Immer noch schwebten winzige Kristalle vom Himmel. Ab und zu, wenn das Gewicht auf den Zweigen der Bäume zu schwer wurde, rauschte eine kleine Lawine herab. Der Wind frischte auf. Noch war davon nicht viel zu merken, aber Nico sah die zerrissenen Wolkenfetzen, die schneller und schneller über den dunklen Himmel zogen und den Mond fast vollständig verbargen. Sie hatte keine Ahnung vom Wetter, aber das sah nicht gut aus. Vor ihrem Mund bildete der Atem weiße Wölkchen. Das kam vom Tee, aber auch von der Kälte. Die Temperaturen mussten weit unter dem Gefrierpunkt liegen. Trotzdem war ihr nicht kalt. Vielleicht hatte sie Fieber? Am liebsten hätte Nico den Reißverschluss ihrer Jacke geöffnet, doch dazu hätte sie die Handschuhe ausziehen müssen. Kraftverschwendung.

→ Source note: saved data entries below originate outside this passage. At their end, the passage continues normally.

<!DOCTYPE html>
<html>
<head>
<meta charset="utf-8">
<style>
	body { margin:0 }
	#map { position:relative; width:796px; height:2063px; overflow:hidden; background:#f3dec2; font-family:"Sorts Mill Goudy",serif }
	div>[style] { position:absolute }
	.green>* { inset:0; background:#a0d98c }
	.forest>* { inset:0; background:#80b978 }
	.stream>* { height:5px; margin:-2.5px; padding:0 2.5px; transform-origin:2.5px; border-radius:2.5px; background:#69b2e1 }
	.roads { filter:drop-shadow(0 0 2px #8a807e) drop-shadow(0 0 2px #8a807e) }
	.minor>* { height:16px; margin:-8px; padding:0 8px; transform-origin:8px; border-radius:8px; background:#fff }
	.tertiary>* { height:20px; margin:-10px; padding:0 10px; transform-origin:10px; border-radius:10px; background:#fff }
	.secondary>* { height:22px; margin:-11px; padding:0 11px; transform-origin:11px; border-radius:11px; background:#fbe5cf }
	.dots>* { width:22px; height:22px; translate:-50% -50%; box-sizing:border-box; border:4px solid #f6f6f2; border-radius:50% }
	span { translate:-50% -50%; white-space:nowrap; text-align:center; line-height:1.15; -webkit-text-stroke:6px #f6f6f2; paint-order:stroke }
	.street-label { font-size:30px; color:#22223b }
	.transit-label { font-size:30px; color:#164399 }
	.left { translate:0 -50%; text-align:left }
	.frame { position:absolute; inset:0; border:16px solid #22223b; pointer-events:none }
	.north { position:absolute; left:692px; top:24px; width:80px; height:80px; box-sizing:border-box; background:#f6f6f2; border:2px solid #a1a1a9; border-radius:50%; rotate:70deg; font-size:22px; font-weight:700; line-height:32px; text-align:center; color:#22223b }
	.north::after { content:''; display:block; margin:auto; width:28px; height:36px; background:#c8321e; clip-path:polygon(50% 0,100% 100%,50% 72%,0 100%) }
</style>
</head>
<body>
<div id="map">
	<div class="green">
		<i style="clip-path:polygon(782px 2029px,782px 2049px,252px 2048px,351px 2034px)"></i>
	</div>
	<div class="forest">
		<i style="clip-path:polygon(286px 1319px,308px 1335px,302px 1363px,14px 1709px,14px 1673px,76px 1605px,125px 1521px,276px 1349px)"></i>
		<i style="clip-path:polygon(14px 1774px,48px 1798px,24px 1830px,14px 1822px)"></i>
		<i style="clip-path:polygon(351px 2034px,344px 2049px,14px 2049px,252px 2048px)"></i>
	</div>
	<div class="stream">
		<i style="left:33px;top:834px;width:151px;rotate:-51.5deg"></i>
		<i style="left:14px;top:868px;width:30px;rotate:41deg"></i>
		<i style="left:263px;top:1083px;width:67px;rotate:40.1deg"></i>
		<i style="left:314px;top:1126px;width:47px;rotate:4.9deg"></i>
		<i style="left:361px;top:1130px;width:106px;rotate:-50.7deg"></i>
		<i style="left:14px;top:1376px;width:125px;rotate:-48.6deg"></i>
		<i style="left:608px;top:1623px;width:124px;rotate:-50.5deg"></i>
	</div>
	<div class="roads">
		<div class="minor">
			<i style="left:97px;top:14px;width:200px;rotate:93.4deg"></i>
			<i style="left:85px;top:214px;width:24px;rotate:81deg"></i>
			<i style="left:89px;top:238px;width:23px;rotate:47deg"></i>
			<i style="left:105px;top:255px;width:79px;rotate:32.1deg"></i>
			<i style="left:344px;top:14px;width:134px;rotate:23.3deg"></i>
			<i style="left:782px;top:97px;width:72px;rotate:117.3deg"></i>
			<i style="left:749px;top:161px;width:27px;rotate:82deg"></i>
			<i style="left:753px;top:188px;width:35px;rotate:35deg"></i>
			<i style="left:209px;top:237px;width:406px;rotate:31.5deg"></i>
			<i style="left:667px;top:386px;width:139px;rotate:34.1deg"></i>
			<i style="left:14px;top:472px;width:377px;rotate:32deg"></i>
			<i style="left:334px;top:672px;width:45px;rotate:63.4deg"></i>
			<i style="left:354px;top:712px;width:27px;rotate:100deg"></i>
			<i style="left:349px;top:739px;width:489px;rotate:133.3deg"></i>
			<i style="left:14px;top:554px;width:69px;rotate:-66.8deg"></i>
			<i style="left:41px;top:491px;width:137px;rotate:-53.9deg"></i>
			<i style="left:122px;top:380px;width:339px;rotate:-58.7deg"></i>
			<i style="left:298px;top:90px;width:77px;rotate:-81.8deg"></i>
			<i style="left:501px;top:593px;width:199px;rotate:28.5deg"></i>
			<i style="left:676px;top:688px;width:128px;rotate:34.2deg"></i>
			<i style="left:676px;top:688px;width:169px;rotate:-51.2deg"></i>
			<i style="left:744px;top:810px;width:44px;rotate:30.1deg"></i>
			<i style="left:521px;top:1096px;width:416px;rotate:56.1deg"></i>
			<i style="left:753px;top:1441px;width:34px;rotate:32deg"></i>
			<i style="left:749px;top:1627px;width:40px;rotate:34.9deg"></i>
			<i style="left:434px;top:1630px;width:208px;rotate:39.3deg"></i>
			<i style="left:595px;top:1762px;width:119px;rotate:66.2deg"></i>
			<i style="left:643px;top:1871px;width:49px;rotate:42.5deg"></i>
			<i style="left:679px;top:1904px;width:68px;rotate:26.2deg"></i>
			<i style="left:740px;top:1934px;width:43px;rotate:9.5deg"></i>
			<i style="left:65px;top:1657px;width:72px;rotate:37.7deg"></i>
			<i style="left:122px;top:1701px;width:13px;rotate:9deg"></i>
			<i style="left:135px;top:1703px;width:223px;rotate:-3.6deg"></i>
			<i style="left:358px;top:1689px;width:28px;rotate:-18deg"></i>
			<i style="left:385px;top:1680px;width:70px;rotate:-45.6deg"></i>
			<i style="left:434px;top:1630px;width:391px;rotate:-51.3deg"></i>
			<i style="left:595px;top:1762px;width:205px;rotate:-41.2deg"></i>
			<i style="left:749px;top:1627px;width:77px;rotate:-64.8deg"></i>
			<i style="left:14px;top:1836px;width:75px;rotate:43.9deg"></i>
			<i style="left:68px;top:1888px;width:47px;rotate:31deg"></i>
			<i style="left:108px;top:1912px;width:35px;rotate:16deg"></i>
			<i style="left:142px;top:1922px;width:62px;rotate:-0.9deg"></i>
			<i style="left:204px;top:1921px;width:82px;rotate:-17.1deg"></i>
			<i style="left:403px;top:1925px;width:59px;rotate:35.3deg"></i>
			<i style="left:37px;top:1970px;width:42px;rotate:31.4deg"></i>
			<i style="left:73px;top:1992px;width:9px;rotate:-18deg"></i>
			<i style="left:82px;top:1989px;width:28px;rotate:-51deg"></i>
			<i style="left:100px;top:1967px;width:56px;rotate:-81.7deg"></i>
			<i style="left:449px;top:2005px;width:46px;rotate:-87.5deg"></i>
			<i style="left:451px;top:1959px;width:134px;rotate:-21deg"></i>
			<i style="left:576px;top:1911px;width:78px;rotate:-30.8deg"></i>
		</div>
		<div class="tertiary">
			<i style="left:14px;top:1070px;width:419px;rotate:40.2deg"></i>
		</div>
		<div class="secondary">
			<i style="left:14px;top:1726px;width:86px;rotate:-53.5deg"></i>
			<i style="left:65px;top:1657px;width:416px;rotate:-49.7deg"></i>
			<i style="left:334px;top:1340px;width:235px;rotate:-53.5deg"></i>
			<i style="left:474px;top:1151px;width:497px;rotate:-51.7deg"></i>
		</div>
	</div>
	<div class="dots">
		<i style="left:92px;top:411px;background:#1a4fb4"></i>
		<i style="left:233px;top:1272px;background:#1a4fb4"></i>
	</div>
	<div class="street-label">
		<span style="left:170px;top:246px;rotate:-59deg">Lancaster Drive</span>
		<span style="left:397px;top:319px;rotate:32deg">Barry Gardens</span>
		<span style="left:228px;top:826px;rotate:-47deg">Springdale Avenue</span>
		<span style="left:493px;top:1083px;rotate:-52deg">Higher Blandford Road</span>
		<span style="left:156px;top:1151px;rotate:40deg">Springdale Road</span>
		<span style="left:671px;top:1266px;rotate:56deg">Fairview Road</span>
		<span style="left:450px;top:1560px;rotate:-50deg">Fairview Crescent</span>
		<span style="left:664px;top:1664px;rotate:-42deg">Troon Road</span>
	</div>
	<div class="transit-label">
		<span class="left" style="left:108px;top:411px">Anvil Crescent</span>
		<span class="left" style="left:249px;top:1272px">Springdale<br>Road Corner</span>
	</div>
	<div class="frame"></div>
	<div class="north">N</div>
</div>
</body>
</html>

Maik stapfte ein paar Schritte voraus auf den verschneiten Trampelpfad zu, dann kam er wieder zurück. Bis jetzt war er ein aufmerksamer und geduldiger Führer gewesen. Er kannte jeden Stein, jeden Baum. Nico wusste, dass sie ohne ihn verloren wäre.

»Wie weit ist es denn noch?«

Sie hörte sich an wie ein kleines, quengelndes Kind. Doch die Müdigkeit und der wenige Schlaf forderten ihren Tribut.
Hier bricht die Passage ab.